Consider an arbitrary matrix $M \in \mathbb{R}^{n \times m}$. Denote the column space of $M$ as $\mathcal{C}(M)$.
Is it always possible to construct a right stochastic matrix $S$ such that $\mathcal{C}(M) \subseteq \mathcal{C}(S)$?
Of course the new matrix $S$ can have more columns. Ideally, I would like a procedure for constructing $S$ that uses a reasonably small number of columns (i.e. linear in $m$).
Yes. If $m > n/2$, then $n$ is $O(m)$, and you can take the matrix $S$ to be the identity.
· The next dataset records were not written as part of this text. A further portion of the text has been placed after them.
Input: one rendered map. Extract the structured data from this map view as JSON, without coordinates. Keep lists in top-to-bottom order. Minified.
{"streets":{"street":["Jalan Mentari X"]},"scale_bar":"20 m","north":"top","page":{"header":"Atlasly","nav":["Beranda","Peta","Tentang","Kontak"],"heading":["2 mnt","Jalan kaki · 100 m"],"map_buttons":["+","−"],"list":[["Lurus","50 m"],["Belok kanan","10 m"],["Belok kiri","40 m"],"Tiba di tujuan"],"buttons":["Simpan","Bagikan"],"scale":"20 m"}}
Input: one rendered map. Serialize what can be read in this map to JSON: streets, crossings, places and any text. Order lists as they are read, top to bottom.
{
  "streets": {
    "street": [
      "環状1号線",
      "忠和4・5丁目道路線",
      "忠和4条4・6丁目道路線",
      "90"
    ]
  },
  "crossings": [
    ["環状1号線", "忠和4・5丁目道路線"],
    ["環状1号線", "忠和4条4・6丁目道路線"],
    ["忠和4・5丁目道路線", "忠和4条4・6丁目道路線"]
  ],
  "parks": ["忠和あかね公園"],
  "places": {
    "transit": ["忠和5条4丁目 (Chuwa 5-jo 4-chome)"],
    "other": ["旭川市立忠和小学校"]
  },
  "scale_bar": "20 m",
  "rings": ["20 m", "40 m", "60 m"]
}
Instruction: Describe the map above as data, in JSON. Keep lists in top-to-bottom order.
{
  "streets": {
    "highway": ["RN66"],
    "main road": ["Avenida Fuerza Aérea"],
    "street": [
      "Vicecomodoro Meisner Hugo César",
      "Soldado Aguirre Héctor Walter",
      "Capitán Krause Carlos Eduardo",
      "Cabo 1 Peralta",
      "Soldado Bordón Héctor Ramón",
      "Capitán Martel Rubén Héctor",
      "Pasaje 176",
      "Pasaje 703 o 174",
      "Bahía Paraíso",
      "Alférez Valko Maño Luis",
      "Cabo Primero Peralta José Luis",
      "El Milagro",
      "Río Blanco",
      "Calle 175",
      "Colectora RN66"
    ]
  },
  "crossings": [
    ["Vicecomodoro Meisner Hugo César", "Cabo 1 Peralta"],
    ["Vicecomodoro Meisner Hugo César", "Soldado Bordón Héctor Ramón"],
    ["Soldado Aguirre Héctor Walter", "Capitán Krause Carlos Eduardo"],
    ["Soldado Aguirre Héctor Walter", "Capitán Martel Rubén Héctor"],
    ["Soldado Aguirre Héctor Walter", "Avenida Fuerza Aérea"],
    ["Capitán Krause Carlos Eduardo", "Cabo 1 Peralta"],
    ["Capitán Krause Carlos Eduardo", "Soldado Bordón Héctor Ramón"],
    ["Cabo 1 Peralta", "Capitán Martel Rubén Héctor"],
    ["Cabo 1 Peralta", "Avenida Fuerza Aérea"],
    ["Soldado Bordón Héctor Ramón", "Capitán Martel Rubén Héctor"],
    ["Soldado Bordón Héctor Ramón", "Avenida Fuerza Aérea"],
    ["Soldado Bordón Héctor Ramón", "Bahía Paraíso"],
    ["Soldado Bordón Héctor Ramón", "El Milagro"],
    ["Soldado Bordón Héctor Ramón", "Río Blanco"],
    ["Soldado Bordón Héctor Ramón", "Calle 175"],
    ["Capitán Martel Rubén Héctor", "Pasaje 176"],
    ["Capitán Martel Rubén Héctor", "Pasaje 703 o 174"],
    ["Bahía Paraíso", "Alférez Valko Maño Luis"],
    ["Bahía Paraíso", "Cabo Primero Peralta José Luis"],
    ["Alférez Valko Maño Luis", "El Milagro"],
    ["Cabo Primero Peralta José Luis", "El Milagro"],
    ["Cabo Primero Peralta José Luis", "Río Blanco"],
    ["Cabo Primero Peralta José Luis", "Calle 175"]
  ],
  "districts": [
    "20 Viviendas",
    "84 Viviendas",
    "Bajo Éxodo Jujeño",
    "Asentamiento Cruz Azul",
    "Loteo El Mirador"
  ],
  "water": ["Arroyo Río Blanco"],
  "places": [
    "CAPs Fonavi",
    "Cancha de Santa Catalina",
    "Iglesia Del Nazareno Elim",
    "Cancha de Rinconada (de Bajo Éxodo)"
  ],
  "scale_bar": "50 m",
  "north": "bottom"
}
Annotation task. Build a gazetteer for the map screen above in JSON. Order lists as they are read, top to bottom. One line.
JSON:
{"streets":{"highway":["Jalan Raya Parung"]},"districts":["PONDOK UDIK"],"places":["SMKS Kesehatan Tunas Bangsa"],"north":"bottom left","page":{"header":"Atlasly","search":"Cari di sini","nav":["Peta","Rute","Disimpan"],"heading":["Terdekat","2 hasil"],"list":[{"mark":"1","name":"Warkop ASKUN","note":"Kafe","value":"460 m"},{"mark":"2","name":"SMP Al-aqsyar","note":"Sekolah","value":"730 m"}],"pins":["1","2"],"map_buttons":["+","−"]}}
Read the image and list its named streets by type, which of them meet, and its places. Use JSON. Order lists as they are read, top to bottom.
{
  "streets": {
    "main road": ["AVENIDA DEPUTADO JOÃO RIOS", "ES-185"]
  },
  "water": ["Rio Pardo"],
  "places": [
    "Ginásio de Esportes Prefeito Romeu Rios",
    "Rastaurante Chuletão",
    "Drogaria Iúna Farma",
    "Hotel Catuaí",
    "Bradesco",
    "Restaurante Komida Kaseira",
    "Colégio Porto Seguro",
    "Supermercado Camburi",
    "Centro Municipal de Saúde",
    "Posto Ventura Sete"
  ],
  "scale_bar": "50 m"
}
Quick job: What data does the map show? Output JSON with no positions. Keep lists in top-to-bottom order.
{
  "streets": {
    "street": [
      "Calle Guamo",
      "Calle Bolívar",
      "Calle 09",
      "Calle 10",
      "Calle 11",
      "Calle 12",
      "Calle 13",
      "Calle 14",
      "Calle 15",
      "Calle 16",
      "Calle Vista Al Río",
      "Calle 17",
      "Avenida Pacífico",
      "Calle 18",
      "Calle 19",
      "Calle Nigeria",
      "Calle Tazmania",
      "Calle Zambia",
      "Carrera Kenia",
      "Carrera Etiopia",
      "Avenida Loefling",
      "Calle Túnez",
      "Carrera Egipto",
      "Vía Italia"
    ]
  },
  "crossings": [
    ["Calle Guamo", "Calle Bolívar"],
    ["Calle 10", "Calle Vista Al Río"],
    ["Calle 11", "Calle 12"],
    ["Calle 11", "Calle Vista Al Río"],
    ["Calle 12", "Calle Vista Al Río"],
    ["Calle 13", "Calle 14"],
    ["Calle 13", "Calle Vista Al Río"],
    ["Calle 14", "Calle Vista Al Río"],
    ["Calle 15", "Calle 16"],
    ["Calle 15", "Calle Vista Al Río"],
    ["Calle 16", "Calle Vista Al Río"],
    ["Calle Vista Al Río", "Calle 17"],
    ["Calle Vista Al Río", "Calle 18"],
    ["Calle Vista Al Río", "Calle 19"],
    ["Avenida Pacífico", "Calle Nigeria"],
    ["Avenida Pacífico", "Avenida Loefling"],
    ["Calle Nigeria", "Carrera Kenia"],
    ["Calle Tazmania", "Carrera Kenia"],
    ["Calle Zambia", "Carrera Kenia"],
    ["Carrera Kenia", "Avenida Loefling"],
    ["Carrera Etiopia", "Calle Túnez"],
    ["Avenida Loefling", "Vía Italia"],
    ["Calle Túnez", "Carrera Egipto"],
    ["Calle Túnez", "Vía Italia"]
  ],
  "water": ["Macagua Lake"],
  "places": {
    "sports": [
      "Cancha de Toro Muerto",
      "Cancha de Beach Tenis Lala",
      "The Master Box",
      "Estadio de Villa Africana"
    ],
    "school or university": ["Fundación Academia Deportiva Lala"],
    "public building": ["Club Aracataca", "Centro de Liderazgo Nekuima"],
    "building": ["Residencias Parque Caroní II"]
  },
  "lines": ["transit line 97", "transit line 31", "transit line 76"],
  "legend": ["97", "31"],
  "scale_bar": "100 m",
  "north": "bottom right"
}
If $m < n/2$, then you can do the following:
The columns of $M$ form a spanning set for $C(M)$, right? Let's call the $i$th column $c_i$. Split $c_i = p_i + n_i$, where $p_i$ has all the positive-or-zero entries, and $n_i$ has the negative entries. (I.e., $p_i$ is $c_i$ with all negative entries replaced by zeroes). Divide each $p_i$ and $n_i$ by the absolute value of its largest entry, and then divide each by $2m$; negate the $n_i$ vector as well. Call the resulting vectors $p'_i$ and $n'_i$ Now the matrix $H$, whose columns are all the $p'_i$ and $n'_i$ vectors, has the same column space as $M$, and $2n < m$ columns. But it's not right-stochastic: many rows may sum to a number less than one. (Each entry in each column is less than $m/2$). Let $v$ be the sum of the columns, and let $S$ be the matrix $H$ with the column $1 - v$ appended, and then enough zero-columns to make it square. Then $C(S)$ contains $C(M)$, and has $2m+1 = O(m)$ nonzero columns.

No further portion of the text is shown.